In deze zaak heeft de Hoge Raad op 15 maart 2024 uitspraak gedaan in het cassatieberoep van [X] tegen het Dagelijks Bestuur van het Gemeenschappelijk Belastingkantoor Twente. Het beroep in cassatie was gericht tegen de uitspraak van het Gerechtshof Arnhem-Leeuwarden van 23 mei 2023, nummer BK-ARN 22/01060, die op zijn beurt voortvloeide uit een uitspraak van de Rechtbank Overijssel (nummer AWB 21/2163). De zaak betreft een beschikking op grond van de Wet waardering onroerende zaken en een aanslag in de onroerendezaakbelastingen van de gemeente Almelo voor het jaar 2021.
De Hoge Raad heeft de ontvankelijkheid van het cassatieberoep beoordeeld en geconcludeerd dat de klachten over de uitspraak van het Hof niet kunnen slagen. De procureur-generaal bij de Hoge Raad heeft de gelegenheid gekregen om een advies uit te brengen, maar de Hoge Raad heeft besloten het beroep zonder verdere motivering niet-ontvankelijk te verklaren, zoals toegestaan onder artikel 80a van de Wet op de rechterlijke organisatie.

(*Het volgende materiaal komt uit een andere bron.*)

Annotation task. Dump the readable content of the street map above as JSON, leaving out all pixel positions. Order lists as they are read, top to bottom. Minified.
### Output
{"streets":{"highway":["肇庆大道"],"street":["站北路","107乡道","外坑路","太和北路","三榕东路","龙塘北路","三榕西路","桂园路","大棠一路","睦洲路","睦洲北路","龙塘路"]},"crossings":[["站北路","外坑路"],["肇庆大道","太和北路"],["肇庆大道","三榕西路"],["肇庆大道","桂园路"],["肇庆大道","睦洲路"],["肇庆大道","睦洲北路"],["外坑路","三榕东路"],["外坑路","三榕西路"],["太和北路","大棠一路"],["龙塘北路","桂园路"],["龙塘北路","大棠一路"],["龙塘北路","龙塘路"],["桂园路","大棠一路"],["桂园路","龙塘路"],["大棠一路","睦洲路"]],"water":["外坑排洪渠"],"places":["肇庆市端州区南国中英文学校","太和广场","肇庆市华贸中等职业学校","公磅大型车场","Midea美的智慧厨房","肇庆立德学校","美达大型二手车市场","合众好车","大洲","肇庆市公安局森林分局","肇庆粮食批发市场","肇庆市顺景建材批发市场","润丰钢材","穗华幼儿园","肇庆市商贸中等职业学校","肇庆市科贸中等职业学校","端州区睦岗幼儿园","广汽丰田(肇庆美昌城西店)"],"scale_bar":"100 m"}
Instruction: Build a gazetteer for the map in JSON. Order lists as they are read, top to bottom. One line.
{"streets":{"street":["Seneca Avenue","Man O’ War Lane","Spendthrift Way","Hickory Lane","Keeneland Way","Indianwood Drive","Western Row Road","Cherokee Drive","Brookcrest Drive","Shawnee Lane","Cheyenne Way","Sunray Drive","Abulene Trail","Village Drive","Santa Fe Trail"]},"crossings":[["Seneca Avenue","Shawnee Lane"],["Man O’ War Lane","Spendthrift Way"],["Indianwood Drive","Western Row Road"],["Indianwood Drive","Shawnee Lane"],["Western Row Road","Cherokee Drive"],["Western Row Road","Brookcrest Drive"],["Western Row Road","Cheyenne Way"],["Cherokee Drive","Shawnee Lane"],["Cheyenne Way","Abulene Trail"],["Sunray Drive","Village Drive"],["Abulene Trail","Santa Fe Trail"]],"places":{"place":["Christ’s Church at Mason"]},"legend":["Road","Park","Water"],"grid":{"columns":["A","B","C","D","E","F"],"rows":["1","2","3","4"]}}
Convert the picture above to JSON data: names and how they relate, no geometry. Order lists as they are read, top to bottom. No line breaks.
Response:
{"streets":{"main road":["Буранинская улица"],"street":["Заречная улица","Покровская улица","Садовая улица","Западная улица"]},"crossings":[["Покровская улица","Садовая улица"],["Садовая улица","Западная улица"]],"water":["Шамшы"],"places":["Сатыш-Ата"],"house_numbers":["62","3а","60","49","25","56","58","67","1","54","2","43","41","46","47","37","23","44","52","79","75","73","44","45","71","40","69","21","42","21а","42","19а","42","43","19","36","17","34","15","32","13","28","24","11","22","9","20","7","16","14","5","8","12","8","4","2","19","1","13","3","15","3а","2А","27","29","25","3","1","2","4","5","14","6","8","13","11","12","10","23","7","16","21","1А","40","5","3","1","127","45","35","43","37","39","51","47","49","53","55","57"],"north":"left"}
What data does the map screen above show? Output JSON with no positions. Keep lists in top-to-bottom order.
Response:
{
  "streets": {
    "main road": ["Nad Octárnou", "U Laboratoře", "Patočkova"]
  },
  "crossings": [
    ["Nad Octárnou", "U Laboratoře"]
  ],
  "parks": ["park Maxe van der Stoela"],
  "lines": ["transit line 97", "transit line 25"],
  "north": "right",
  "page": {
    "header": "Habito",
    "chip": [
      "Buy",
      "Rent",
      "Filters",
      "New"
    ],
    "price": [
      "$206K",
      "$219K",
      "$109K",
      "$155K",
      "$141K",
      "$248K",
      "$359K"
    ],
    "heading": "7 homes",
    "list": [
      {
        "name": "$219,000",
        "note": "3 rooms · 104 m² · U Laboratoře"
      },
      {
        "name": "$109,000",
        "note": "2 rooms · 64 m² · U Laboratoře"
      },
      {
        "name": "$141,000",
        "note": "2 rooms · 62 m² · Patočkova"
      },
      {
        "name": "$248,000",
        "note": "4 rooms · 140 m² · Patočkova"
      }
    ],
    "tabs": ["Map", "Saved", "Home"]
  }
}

Daarnaast heeft de Hoge Raad geen aanleiding gezien om een veroordeling in de proceskosten uit te spreken. De beslissing van de Hoge Raad is openbaar uitgesproken op 15 maart 2024, waarbij de vice-president J.A.R. van Eijsden als voorzitter fungeerde, samen met de raadsheren J. Wortel en A.E.H. van der Voort Maarschalk, in tegenwoordigheid van de waarnemend griffier F. Treuren.